Например, Екатерина Бобринская, вдохновившись известиями о бытовом национализме некоторых русских авангардистов, спешит подверстать тоталитарную (коммунистическую) перспективу рус­ского футуризма к оной же, но фашистской перспективе итальян­ского и немецкого. Тщетно указывать автору на некоторые различия национализма и интернационализма. Надо мысль порешить: русский авангард-де питается национализмом и имперскими мифами. Дока­зать такое отнюдь не легко. Текстом Бобринской проиллюстриро­вать легче обратное. Во-первых, “русских футуристов интересовали не внешние формы, а внутренняя динамика и ритм национального стиля действия (??? — М.К.), не историческая, но метафизическая, «бес­предметная» формула национального”. Во-вторых, “футу­ри­сти­че­ская формула русского национализма не просто входила в проти­воречие с историческими стереотипами, но могла показаться отри­цанием самих основ национализма”. В-третьих, “имперские мотивы у футуристов не имели ничего общего с существовавшей русской госу­дарственностью и во многом противостояли ей”... Это она называет на­ционал-империализмом. Аргументы рассыпались. Но в “бес­пред­метности” Бобринской видится все что угодно. Захочет — увидит оккупацию Прибалтики в черном квадрате. Ей дорого слово. Ибо только с ним пускают в “интернациональный контекст”, где у каж­дого русского в паспорте от рождения пропечатано: империалист.

К счастью, иные авторы больше думают о существе. Даже изо­бретенное Анатолием Прохоровым предельно общее и зыбкое поня­тие “экранной культуры” (в противоположность книжной) выглядит вполне внятным. В беседе с редактором А. Прохоров уничтожает надежды энтузиастов на глобальный культурный переворот в связи с изобретением очередного телеграфа (компьютеров и телекоммуни­каций). На жадный вопрос “Что же изменится (с победой «экранов» над нами и нашими книгами)?” Прохоров мстит: “Ничего... Береж­ность, с которой новые технологии относятся к старой культуре, поразительна и увеличивается с каждым шагом, доходя до прямого воспроизводства ее феноменов на новых носителях”. И т.д., зачас­тую умно и наблюдательно.

Но журнал продолжает выспрашивать. На классическое “Что делать?” кратко отвечают разные художественные иностранцы.

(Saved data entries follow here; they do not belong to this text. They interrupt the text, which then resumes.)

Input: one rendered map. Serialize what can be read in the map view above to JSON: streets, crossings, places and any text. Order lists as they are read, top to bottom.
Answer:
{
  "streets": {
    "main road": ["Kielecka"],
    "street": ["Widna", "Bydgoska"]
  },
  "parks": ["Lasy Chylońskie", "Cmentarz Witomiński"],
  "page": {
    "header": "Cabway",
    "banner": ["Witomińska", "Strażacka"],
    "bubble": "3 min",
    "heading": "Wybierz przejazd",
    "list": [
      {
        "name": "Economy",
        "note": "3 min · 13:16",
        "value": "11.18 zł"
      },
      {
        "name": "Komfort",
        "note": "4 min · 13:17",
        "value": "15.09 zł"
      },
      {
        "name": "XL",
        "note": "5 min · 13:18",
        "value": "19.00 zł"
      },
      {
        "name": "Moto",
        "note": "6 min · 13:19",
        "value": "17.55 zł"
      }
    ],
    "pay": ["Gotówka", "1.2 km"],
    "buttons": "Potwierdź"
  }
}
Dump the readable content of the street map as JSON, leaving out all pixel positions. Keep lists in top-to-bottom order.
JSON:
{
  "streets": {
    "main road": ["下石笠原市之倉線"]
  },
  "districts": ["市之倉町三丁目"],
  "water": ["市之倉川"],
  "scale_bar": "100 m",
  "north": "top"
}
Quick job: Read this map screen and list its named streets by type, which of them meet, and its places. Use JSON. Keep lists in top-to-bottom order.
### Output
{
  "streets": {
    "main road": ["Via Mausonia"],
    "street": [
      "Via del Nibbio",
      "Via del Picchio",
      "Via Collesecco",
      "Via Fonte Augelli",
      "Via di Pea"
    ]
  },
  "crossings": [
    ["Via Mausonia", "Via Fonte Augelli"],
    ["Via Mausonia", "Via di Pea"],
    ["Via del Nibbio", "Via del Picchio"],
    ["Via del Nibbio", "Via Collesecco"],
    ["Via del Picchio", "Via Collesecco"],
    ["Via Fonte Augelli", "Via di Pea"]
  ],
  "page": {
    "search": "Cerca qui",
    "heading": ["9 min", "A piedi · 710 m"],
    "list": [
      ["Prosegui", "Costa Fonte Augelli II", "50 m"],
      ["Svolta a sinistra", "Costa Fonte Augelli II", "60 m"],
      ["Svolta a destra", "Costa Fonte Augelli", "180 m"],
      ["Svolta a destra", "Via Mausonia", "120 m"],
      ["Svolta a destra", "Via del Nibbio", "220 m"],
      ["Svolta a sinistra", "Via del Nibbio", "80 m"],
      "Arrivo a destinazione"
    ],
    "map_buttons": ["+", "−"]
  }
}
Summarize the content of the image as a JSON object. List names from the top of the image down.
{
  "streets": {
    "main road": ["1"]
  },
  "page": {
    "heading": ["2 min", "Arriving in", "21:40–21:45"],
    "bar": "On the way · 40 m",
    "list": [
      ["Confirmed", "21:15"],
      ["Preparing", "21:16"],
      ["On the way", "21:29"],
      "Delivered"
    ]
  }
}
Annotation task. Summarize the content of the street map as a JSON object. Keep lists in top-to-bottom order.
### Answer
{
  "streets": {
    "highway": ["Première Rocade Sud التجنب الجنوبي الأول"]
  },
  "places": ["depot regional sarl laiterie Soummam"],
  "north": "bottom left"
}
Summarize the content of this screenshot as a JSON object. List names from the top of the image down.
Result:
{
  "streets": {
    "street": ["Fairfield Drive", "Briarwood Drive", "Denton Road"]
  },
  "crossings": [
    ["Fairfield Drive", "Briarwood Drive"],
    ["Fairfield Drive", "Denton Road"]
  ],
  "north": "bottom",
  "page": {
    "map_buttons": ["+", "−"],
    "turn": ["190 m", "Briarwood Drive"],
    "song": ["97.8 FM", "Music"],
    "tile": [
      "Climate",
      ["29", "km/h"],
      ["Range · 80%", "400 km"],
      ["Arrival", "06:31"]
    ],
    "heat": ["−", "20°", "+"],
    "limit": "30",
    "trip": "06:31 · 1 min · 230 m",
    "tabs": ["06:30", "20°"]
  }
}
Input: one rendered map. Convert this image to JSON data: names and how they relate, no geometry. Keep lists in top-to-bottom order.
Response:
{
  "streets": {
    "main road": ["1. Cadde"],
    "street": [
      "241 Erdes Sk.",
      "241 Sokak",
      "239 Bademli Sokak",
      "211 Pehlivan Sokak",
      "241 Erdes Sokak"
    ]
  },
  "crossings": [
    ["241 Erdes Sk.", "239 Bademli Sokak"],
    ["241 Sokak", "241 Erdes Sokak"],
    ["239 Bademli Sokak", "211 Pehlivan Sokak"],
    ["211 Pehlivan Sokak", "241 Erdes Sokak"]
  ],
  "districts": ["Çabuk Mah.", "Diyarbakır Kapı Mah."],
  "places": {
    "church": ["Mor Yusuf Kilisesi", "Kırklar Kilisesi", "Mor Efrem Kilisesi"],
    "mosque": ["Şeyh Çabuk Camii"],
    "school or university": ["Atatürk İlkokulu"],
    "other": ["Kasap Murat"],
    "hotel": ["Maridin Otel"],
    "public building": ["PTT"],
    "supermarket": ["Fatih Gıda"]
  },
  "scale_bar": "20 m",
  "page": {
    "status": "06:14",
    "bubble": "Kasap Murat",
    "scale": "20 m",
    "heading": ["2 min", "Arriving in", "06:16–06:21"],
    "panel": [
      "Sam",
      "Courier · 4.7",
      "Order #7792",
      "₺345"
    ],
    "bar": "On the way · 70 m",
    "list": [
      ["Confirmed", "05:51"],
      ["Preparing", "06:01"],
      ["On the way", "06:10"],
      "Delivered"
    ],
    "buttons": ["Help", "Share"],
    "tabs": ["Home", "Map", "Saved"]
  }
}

Особенно приятны мысли изобразительно симпатичного мне фран­цуза Шен Цзэн: “Вопрос «Что делать?» есть в глубине своей некое сомнение жизни. Оно не имеет ничего общего с природой искусства. Проблема в том, что, постоянно думая об искусстве, об истории ис­кусства, кончают тем, что обманываются относительно искусства”.

Отечественных цзэнов пытает Андрей Ковалев. Известный ква­зимарксизмом арт-критик политически столь ангажирован, что у культуртрегеров, озабоченных соблюдением границ искусства, окончательно сдвинется крыша. В ответах на ковалевские пытки Дмитрий Пригов принял роль представителя Запада и воспроизвел его political correctness: “Западное искусство ведомо людьми 68-го года, и идентификация с правыми сразу выталкивает художника из общего процесса”. Теперь ясно, отчего русское радикальное искус­ство так упорствует в интеллектуальном провинциализме и литера­турно-философском невежестве. Ведь естественные его умственные конфиденты — русские левые, интеллектуально, как правило, без­выездные провинциалы, занюханные почвенники и идиоты.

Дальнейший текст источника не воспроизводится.